Kahramanlık, dirayetli devlet adamları, ilim adamları ve münevver din adamları tarafından da takdir edilmiştir. Türk Milleti asırlar boyunca kahramanlık ruhunu zirveye taşıyan en asil millettir. Ülkücü Hareket Türk Milletinden tevarüs ettiği kahramanlık ruhunu en mükemmel tarzda temsil ettiğini mazide ortaya koymuştur. Kahramanlık, Milliyetçi Ülkücü edebiyatta, fikriyatta ve icraatta önemli yer teşkil eder.

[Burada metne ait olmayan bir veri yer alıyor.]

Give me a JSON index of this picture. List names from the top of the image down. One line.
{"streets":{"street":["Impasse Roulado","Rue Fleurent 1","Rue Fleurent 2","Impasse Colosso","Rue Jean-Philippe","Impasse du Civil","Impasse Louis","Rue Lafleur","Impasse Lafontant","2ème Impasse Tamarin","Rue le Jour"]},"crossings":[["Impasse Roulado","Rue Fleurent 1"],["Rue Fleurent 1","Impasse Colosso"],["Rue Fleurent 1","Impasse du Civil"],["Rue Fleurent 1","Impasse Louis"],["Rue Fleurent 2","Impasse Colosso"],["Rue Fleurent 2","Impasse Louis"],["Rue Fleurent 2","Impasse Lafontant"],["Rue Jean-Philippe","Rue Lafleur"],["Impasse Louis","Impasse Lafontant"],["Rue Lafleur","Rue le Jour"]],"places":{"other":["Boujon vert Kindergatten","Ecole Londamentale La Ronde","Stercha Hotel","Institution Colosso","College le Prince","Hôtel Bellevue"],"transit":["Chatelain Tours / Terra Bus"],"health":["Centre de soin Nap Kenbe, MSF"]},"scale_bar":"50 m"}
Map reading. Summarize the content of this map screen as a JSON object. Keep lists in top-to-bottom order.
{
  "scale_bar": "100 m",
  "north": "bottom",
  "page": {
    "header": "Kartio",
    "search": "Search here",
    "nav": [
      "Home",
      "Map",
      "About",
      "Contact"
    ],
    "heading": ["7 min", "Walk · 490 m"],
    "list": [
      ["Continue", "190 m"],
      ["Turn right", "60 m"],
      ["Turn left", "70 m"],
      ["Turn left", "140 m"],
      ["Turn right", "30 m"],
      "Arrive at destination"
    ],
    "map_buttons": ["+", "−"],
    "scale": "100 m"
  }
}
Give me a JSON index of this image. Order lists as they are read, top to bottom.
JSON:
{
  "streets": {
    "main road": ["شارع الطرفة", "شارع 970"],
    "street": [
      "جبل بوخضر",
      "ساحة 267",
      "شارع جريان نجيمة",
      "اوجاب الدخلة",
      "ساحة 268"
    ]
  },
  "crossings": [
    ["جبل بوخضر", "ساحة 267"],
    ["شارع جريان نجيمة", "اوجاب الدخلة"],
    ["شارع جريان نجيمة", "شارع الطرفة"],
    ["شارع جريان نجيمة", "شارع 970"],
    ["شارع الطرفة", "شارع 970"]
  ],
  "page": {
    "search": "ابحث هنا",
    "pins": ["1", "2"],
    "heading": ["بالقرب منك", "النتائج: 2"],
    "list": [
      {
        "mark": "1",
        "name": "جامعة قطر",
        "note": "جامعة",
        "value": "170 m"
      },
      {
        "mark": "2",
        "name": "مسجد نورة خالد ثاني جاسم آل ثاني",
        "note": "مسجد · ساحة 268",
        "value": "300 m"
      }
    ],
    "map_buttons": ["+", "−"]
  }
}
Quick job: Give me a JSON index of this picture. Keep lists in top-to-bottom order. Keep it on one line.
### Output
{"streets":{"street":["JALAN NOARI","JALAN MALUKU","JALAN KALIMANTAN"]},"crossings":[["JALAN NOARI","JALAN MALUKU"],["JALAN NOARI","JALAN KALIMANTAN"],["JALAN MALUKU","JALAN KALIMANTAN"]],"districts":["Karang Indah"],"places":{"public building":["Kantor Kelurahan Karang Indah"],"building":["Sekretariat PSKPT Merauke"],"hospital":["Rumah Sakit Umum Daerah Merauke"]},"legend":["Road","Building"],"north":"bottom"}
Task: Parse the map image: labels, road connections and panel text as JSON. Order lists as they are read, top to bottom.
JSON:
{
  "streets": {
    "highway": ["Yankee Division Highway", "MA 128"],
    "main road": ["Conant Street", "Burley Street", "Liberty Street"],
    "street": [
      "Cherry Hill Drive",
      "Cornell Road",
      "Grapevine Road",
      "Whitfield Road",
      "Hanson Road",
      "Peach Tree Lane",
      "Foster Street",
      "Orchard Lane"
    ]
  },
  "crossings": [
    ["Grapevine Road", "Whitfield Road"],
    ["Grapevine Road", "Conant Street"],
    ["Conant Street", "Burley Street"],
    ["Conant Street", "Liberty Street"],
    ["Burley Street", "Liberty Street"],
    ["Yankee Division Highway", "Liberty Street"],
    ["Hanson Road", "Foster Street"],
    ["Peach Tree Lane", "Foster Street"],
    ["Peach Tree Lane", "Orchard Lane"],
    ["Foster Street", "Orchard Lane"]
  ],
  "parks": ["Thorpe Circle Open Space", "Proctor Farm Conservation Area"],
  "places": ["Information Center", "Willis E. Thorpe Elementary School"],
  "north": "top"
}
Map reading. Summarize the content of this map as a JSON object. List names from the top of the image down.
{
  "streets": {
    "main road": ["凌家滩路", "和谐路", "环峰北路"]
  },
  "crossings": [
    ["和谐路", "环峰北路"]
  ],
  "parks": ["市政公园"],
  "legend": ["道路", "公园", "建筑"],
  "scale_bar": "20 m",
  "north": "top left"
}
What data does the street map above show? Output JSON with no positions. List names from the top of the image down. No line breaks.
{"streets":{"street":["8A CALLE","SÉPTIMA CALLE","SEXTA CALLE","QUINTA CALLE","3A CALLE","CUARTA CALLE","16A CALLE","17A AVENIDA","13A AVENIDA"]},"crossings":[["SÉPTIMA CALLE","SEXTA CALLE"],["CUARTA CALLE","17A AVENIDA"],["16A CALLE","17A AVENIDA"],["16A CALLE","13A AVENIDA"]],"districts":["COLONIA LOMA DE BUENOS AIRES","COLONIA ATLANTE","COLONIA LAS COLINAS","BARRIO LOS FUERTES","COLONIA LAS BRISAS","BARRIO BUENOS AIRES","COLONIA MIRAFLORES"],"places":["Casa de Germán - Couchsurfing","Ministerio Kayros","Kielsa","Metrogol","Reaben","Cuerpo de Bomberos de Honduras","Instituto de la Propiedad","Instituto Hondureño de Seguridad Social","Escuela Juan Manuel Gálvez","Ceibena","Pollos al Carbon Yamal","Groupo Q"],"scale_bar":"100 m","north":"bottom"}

Başbuğ Alparslan Türkeş’in Kahramanlık Ruhu isimli bir makalesi ve aynı isimde kitabı vardır. Radyo konuşması olarak kaleme aldığı yazısında kahramanlıktan şöyle söz eder: “Bir kahramanlık kendini bekleyen tehlikelerin büyüklüğü ve çokluğu nisbetinde değer kazanır. Kurtuluş ihtimallerinin sıfır veya sıfıra yakın olduğunu bilerek, millet yolunda, kutsal bir dava uğrunda mücadeleden yılmayanlar insanlığın üstüne yükselirler. Fani bir hayatın esiri olarak günün birinde sönmeğe mahkûm bulunan insanoğlu, yeryüzüne daima ebedileşmek imkânlarıyla birlikte doğar. Maddi sevkıtabiilerden ruhunu biraz kutarabilmiş olanlar, her zaman tarihte yer almak ve gönüllerde taht kurmak ihtimallerine sahiptirler. Cemiyete hizmet ihtirası, insanları şahikalara doğru yükselten en emin yoldur. Böyle çetin fakat asil bir yolu seçmiş olan kahramanlar, yaşadıkları devir içinde bir meşale gibi parlar ve milletlerine ışık ve ruh verirler. Üzerinden ne kadar zaman geçmiş olursa olsun, insanlığın üstüne yükselen böyle varlıklar, tazeliklerini ve hayatiyetlerini daima muhafaza ederler. Tarih sayfaları karıştırılarak, mazinin derinliğine doğru bakıldığı zaman, bunlar önümüzde abide gibi yükselirler ve millete ışık saçarak yol gösterirler…”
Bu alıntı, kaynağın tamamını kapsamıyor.